● Work item
Your answer should be a single number: the count of lines in the listing that contain "shield".

(Data supplied Opens)

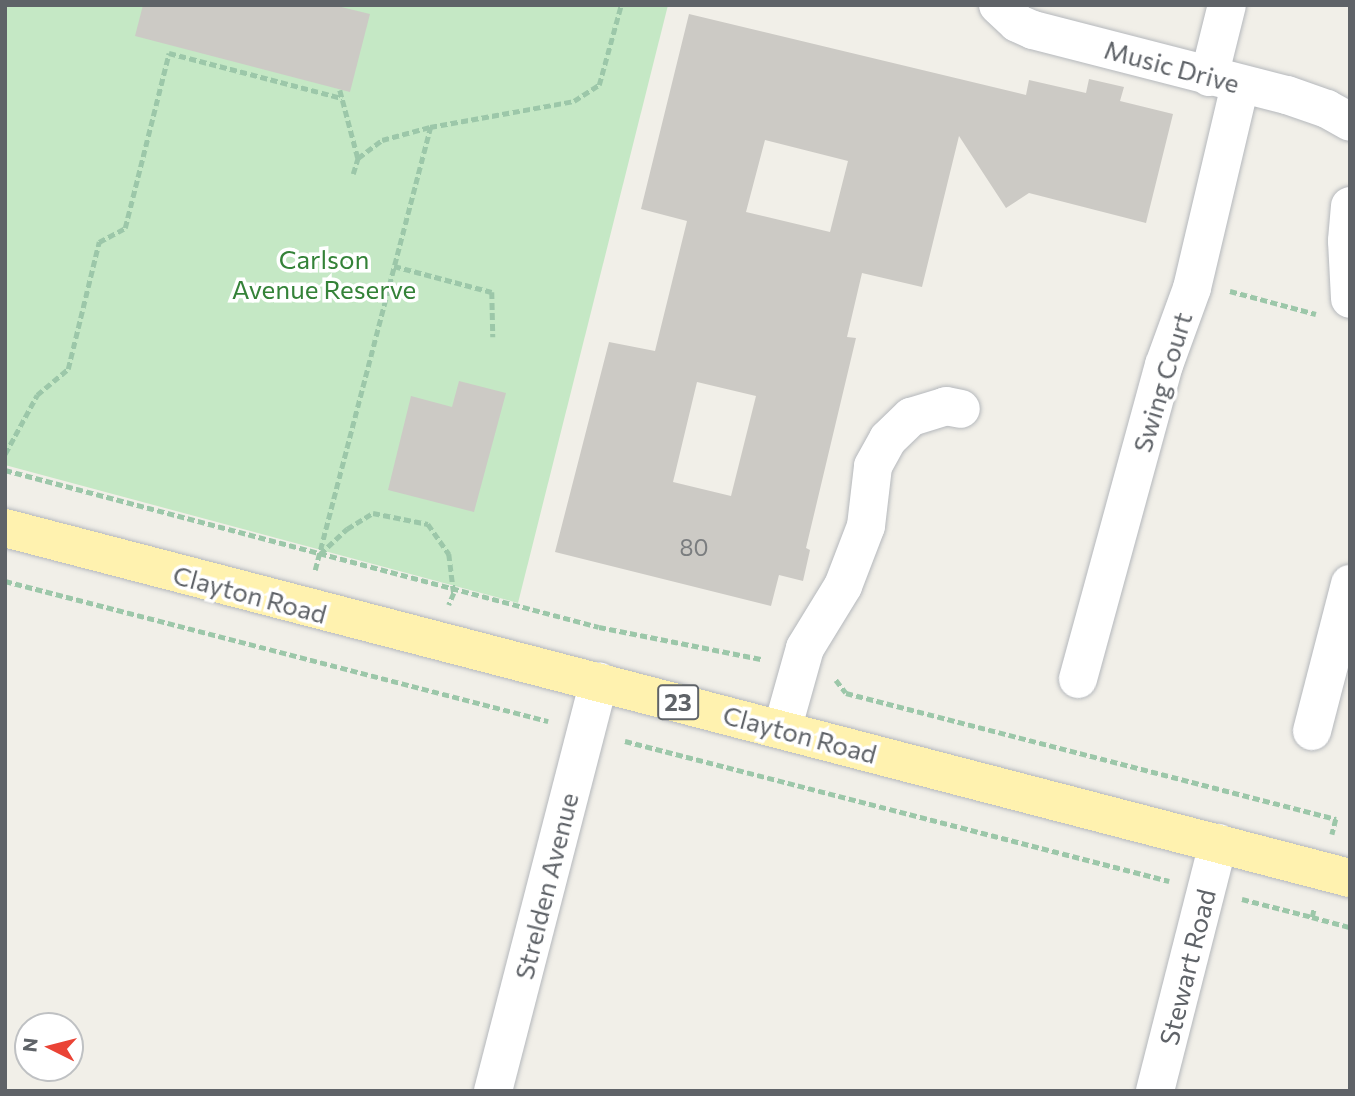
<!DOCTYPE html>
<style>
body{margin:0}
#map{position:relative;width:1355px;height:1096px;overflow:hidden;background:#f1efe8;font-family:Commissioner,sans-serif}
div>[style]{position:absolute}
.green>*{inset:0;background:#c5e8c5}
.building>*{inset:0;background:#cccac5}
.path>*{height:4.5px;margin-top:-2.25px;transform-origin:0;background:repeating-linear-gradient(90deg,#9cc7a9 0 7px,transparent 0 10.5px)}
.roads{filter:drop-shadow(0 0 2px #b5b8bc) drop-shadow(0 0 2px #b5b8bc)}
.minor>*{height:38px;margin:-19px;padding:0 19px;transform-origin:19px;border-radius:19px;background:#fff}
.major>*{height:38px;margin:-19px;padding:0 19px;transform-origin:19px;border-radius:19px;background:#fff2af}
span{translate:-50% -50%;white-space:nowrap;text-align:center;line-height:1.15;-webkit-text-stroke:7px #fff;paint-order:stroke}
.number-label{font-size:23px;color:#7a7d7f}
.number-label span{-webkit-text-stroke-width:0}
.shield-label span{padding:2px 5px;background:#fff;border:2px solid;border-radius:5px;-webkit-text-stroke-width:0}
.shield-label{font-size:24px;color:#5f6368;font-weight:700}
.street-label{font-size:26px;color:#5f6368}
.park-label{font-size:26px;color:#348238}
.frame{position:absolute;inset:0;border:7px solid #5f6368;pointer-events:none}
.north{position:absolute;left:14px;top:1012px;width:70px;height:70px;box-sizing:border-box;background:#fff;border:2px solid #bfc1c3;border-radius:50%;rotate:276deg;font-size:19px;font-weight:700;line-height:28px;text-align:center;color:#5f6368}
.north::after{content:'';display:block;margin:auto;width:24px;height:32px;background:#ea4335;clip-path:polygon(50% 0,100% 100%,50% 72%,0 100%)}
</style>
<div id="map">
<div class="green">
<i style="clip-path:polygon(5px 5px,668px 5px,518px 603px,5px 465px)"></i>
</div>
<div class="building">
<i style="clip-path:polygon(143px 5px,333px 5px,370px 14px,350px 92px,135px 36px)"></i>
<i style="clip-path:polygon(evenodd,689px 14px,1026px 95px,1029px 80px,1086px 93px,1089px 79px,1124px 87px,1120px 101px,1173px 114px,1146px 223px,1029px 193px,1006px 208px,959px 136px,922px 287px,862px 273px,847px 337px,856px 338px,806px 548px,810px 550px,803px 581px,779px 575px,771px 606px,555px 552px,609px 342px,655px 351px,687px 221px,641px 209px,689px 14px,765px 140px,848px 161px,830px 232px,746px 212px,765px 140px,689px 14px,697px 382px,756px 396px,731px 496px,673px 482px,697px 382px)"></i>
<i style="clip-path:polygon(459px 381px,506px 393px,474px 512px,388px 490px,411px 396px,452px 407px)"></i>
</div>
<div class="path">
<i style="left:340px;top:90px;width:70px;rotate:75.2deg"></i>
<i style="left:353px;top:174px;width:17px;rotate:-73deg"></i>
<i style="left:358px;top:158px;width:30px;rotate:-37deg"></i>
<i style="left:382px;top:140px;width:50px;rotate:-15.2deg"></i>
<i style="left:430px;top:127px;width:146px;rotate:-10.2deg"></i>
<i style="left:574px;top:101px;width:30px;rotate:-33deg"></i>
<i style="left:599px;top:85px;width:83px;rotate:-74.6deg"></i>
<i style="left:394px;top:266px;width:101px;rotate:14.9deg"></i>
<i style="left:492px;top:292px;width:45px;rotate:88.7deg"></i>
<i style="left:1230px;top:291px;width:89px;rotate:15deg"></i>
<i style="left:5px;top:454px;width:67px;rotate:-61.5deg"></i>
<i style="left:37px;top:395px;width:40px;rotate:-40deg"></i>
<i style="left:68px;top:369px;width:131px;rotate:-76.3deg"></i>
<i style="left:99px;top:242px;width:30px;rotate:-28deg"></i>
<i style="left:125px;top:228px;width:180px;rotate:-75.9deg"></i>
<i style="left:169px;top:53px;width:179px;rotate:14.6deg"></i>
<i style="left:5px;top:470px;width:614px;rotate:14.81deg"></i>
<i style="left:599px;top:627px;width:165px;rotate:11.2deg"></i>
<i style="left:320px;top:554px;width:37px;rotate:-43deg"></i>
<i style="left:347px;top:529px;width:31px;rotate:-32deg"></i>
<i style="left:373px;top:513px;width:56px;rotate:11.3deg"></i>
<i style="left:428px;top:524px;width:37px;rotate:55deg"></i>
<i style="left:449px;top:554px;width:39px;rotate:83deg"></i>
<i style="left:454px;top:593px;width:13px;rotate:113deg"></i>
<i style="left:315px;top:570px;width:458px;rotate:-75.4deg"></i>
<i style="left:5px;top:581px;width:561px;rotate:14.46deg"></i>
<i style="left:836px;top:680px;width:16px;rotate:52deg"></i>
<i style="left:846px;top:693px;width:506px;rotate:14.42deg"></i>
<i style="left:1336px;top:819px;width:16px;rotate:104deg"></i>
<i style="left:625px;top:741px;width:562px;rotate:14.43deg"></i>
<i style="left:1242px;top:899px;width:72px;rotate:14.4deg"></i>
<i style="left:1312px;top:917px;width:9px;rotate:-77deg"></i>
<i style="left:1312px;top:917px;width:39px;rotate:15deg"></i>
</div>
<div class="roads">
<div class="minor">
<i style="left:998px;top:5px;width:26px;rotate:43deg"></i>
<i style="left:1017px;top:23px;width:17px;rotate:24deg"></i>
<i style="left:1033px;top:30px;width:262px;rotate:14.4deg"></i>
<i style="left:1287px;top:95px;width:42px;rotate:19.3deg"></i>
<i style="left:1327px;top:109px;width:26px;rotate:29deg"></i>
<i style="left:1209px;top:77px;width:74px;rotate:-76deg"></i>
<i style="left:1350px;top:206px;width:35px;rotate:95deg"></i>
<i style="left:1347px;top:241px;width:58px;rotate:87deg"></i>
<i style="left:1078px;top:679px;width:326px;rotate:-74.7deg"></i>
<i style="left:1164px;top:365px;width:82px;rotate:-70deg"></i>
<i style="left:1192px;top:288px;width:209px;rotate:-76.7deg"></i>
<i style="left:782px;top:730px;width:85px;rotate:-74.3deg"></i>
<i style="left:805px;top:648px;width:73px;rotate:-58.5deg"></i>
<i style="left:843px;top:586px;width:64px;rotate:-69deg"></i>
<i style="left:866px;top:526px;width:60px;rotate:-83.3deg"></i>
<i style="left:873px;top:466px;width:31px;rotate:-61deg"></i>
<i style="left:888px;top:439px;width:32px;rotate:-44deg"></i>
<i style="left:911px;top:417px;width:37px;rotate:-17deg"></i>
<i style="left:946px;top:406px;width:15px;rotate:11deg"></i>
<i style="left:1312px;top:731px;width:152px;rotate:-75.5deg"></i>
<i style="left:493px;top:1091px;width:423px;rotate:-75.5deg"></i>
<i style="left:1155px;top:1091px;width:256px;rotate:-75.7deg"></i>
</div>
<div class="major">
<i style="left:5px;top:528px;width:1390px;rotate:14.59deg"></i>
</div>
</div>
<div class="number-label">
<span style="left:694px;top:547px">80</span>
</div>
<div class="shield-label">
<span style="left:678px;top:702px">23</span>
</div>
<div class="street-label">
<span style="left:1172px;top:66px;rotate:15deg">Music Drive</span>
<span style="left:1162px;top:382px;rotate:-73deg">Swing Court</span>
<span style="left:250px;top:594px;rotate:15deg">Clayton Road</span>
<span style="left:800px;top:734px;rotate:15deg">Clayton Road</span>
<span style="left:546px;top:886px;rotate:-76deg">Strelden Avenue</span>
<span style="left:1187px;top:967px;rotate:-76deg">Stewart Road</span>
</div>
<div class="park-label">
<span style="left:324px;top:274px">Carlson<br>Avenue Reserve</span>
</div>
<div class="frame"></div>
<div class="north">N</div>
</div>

(Data supplied Closes)

● Answer section
3